Requirement: Give back the records that follow exactly, images excluded.

Records contained in a dataset:
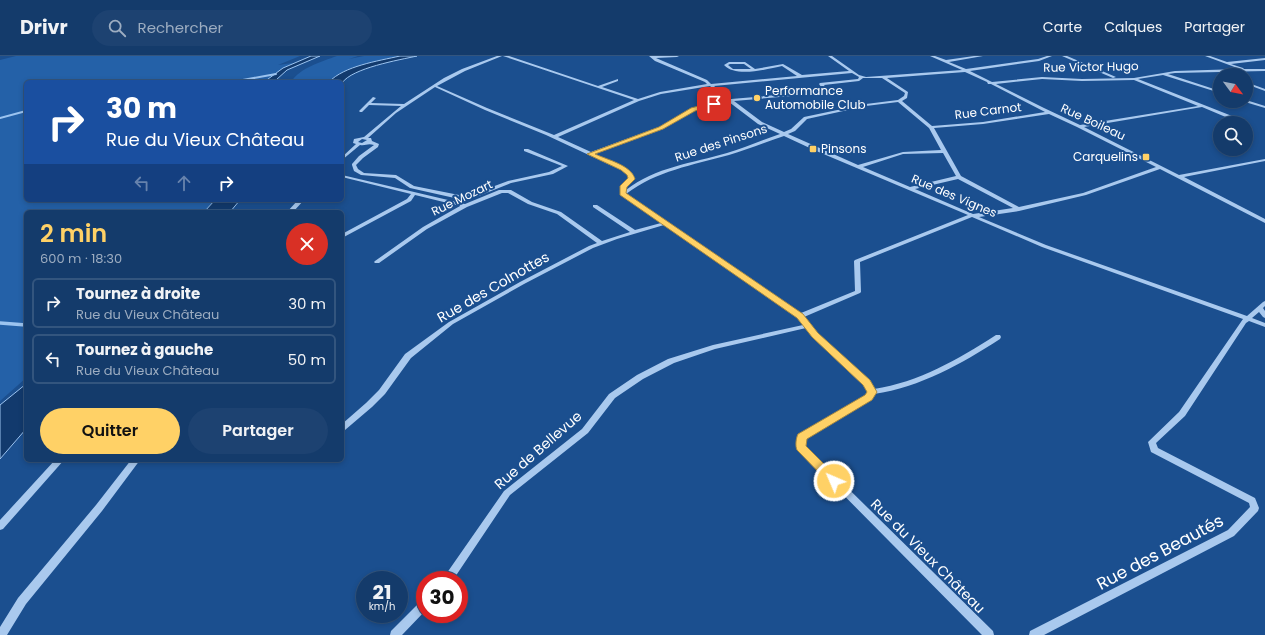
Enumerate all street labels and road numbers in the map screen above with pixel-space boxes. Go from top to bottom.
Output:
street label: Rue Victor Hugo [1043,57,1139,76]
street label: Rue Carnot [954,98,1022,123]
street label: Rue Boileau [1058,99,1128,144]
street label: Rue des Pinsons [673,120,769,165]
street label: Rue des Vignes [909,170,999,221]
street label: Rue Mozart [428,175,495,220]
street label: Rue des Colnottes [433,247,553,327]
street label: Rue de Bellevue [490,406,586,494]
street label: Rue du Vieux Château [866,494,990,618]
street label: Rue des Beautés [1092,508,1228,596]

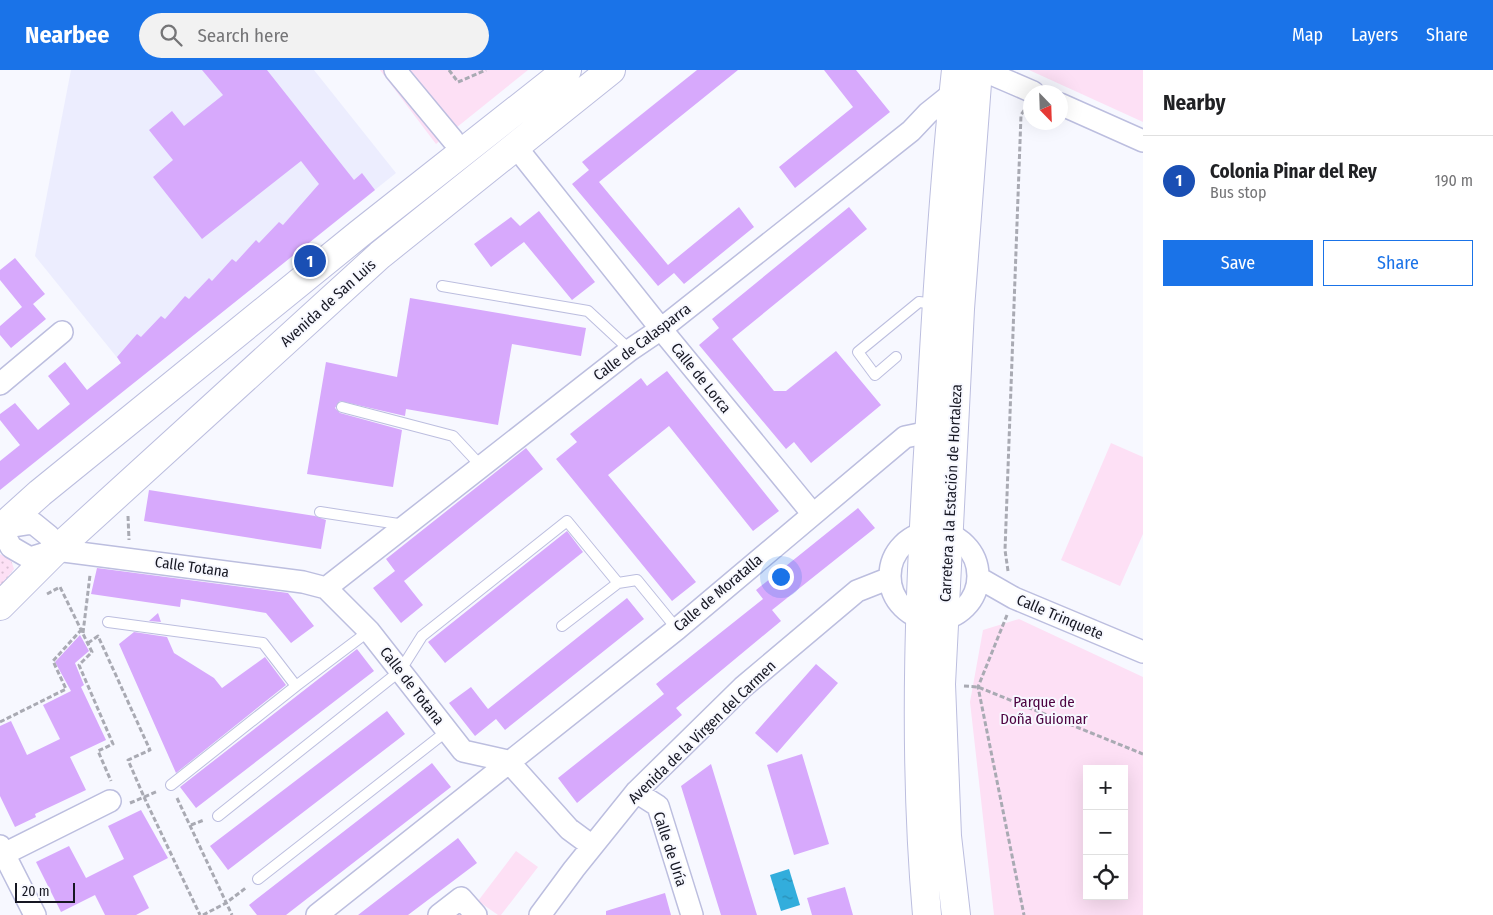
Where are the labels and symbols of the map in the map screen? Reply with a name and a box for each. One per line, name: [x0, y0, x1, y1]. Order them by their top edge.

Exercise result:
Enumerate all street labels and road numbers in the map screen above with pixel-space boxes. Go from top to bottom.
Output:
street label: Rue Victor Hugo [1043,57,1139,76]
street label: Rue Carnot [954,98,1022,123]
street label: Rue Boileau [1058,99,1128,144]
street label: Rue des Pinsons [673,120,769,165]
street label: Rue des Vignes [909,170,999,221]
street label: Rue Mozart [428,175,495,220]
street label: Rue des Colnottes [433,247,553,327]
street label: Rue de Bellevue [490,406,586,494]
street label: Rue du Vieux Château [866,494,990,618]
street label: Rue des Beautés [1092,508,1228,596]

Where are the labels and symbols of the map in the map screen? Reply with a name and a box for each. One per line, name: [x0, y0, x1, y1]. Order them by their top edge.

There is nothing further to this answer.